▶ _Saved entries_

_ _ _ _ _

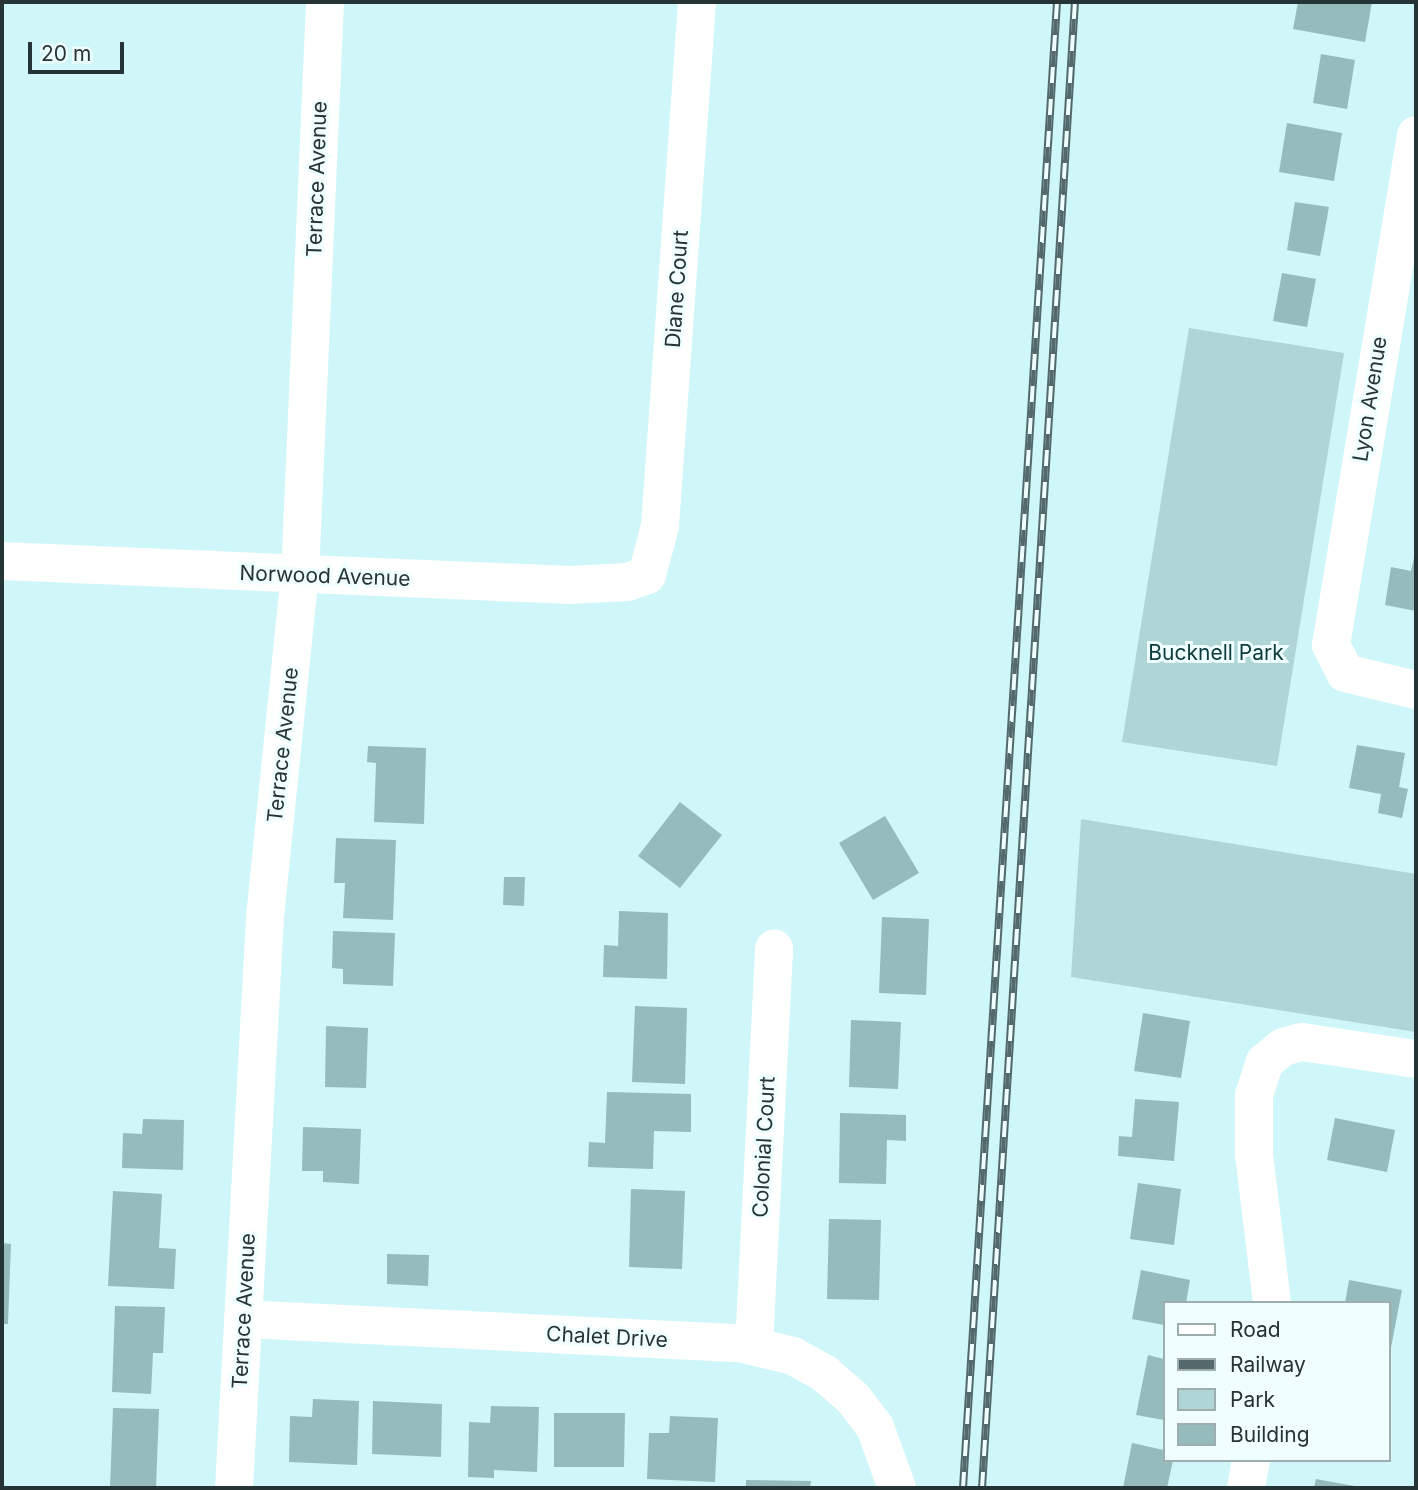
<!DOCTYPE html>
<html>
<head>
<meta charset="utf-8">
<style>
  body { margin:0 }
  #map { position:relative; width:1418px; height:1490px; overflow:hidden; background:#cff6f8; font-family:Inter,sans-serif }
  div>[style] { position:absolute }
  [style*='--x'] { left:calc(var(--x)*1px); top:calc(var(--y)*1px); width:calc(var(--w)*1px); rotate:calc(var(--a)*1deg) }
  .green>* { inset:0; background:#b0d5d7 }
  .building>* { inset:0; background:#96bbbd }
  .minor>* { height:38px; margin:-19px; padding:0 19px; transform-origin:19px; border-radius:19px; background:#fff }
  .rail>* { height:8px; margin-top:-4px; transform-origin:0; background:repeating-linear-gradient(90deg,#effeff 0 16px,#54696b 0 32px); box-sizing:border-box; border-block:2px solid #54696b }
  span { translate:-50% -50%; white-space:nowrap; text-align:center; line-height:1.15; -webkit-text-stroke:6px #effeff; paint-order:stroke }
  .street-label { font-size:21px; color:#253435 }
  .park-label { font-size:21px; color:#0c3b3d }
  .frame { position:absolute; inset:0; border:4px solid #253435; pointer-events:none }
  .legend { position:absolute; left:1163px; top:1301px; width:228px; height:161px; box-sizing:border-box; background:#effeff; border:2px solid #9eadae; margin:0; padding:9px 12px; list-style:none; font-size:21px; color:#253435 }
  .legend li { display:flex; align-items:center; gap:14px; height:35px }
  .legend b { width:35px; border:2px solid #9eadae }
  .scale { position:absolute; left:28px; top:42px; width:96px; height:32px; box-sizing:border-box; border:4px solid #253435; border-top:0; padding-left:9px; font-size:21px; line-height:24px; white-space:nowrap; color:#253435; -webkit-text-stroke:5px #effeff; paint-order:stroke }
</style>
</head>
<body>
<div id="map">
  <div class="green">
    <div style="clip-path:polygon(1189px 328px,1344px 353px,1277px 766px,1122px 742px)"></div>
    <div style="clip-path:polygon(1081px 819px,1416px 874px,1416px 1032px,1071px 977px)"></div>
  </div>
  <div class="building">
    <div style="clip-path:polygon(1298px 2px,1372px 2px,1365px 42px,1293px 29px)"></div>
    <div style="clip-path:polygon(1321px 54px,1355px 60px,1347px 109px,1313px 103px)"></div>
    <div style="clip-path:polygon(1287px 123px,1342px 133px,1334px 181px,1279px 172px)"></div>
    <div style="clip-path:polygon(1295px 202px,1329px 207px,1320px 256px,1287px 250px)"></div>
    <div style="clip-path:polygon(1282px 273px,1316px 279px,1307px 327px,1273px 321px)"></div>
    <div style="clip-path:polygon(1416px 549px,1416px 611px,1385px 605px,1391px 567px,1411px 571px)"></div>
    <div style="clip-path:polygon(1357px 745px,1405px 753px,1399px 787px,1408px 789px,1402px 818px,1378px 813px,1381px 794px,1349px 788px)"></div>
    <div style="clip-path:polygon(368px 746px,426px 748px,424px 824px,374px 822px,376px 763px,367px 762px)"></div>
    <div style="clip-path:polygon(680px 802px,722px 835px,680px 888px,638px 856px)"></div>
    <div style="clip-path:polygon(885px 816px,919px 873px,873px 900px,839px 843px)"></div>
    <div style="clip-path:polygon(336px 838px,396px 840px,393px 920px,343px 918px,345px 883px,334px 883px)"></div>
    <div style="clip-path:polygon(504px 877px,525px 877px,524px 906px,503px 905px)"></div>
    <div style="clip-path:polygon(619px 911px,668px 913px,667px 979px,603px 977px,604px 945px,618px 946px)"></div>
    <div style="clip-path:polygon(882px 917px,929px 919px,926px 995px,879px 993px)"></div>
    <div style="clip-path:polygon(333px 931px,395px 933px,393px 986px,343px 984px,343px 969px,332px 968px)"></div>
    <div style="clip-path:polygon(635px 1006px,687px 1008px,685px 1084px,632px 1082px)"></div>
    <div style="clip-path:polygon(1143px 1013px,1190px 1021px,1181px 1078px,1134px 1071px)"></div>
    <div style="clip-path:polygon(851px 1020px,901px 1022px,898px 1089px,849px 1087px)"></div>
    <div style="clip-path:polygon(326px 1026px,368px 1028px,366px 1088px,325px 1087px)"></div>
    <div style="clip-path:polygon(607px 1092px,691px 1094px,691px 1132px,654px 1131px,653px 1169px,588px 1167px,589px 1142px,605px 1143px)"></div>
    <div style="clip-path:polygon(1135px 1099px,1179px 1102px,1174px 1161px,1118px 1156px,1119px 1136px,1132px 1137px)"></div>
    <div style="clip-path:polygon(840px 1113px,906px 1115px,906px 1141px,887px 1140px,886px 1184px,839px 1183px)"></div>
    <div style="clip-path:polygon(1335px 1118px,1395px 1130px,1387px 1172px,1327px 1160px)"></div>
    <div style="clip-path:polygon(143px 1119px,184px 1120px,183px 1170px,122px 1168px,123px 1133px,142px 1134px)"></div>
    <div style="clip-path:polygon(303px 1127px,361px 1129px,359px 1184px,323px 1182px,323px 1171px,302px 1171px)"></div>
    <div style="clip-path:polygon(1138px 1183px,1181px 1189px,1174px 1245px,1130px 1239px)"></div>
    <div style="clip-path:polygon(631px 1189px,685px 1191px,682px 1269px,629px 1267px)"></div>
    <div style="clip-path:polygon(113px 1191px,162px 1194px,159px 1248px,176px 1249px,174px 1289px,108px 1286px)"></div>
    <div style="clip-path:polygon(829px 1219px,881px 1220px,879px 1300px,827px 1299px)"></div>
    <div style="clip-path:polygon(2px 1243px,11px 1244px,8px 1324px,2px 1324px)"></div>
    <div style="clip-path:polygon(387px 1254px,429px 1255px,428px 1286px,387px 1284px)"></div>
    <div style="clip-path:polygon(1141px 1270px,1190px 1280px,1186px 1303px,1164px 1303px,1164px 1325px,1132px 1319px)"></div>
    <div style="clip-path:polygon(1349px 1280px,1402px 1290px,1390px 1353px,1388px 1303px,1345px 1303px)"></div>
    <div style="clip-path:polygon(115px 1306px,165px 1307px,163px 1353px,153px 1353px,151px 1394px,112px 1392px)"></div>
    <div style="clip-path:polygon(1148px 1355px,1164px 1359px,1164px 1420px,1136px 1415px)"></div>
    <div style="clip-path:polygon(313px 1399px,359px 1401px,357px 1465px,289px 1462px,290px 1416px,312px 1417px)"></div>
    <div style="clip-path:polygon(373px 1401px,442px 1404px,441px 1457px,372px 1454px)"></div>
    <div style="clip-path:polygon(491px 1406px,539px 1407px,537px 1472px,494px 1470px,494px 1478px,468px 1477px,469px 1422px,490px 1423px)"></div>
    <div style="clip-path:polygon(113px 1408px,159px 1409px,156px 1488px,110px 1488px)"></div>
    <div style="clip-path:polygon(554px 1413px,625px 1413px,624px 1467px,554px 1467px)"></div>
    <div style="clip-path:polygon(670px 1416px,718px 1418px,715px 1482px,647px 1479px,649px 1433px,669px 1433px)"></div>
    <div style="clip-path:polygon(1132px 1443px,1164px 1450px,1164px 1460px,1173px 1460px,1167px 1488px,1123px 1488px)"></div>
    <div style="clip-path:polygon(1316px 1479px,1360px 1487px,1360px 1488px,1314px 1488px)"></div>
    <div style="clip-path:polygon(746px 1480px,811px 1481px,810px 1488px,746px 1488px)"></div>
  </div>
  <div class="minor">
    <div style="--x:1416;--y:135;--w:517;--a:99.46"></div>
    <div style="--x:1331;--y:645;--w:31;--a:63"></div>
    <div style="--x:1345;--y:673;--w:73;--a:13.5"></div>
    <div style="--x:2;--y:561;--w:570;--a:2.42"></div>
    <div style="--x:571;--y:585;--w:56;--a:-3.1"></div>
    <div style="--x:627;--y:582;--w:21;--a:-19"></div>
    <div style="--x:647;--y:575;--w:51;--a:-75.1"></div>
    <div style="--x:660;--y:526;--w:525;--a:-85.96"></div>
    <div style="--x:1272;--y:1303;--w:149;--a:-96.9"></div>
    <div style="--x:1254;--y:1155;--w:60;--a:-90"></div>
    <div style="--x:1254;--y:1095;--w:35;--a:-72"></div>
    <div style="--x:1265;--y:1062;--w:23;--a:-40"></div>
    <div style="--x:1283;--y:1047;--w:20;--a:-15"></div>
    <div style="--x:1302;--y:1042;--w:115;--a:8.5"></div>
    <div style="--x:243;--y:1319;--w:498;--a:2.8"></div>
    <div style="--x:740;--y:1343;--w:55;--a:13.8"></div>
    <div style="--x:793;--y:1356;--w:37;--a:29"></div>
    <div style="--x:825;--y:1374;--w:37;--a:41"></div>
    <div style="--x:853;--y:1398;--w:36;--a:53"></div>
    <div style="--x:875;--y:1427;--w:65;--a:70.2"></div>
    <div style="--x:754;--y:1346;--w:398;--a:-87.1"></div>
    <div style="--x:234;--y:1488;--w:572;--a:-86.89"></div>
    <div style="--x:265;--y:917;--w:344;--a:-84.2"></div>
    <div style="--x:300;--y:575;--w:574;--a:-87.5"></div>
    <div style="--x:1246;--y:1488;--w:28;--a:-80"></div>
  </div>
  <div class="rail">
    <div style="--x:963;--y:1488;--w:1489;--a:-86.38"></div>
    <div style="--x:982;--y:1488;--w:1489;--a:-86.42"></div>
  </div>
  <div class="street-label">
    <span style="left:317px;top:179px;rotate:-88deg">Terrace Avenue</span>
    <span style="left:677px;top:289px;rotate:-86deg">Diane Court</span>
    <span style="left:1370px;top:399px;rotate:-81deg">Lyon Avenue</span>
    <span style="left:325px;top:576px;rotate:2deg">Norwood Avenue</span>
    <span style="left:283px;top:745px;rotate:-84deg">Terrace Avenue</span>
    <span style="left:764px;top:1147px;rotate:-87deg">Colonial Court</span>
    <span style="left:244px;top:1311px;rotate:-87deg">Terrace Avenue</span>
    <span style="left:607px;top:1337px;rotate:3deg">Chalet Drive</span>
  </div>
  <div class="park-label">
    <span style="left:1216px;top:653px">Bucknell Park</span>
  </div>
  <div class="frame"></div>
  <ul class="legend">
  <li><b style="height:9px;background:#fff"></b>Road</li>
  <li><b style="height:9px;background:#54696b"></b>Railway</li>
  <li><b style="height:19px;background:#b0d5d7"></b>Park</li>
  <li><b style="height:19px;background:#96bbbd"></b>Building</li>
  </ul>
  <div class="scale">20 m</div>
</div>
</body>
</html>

_ _ _ _ _

▶ _TASK_
Your task is to repeat exactly the lines from the beginning of the data to the line that contains "position:absolute; left:1163px; top:1301px;", both ends included, leaving out pictures.

▶ _OUTPUT BELOW_
<!DOCTYPE html>
<html>
<head>
<meta charset="utf-8">
<style>
  body { margin:0 }
  #map { position:relative; width:1418px; height:1490px; overflow:hidden; background:#cff6f8; font-family:Inter,sans-serif }
  div>[style] { position:absolute }
  [style*='--x'] { left:calc(var(--x)*1px); top:calc(var(--y)*1px); width:calc(var(--w)*1px); rotate:calc(var(--a)*1deg) }
  .green>* { inset:0; background:#b0d5d7 }
  .building>* { inset:0; background:#96bbbd }
  .minor>* { height:38px; margin:-19px; padding:0 19px; transform-origin:19px; border-radius:19px; background:#fff }
  .rail>* { height:8px; margin-top:-4px; transform-origin:0; background:repeating-linear-gradient(90deg,#effeff 0 16px,#54696b 0 32px); box-sizing:border-box; border-block:2px solid #54696b }
  span { translate:-50% -50%; white-space:nowrap; text-align:center; line-height:1.15; -webkit-text-stroke:6px #effeff; paint-order:stroke }
  .street-label { font-size:21px; color:#253435 }
  .park-label { font-size:21px; color:#0c3b3d }
  .frame { position:absolute; inset:0; border:4px solid #253435; pointer-events:none }
  .legend { position:absolute; left:1163px; top:1301px; width:228px; height:161px; box-sizing:border-box; background:#effeff; border:2px solid #9eadae; margin:0; padding:9px 12px; list-style:none; font-size:21px; color:#253435 }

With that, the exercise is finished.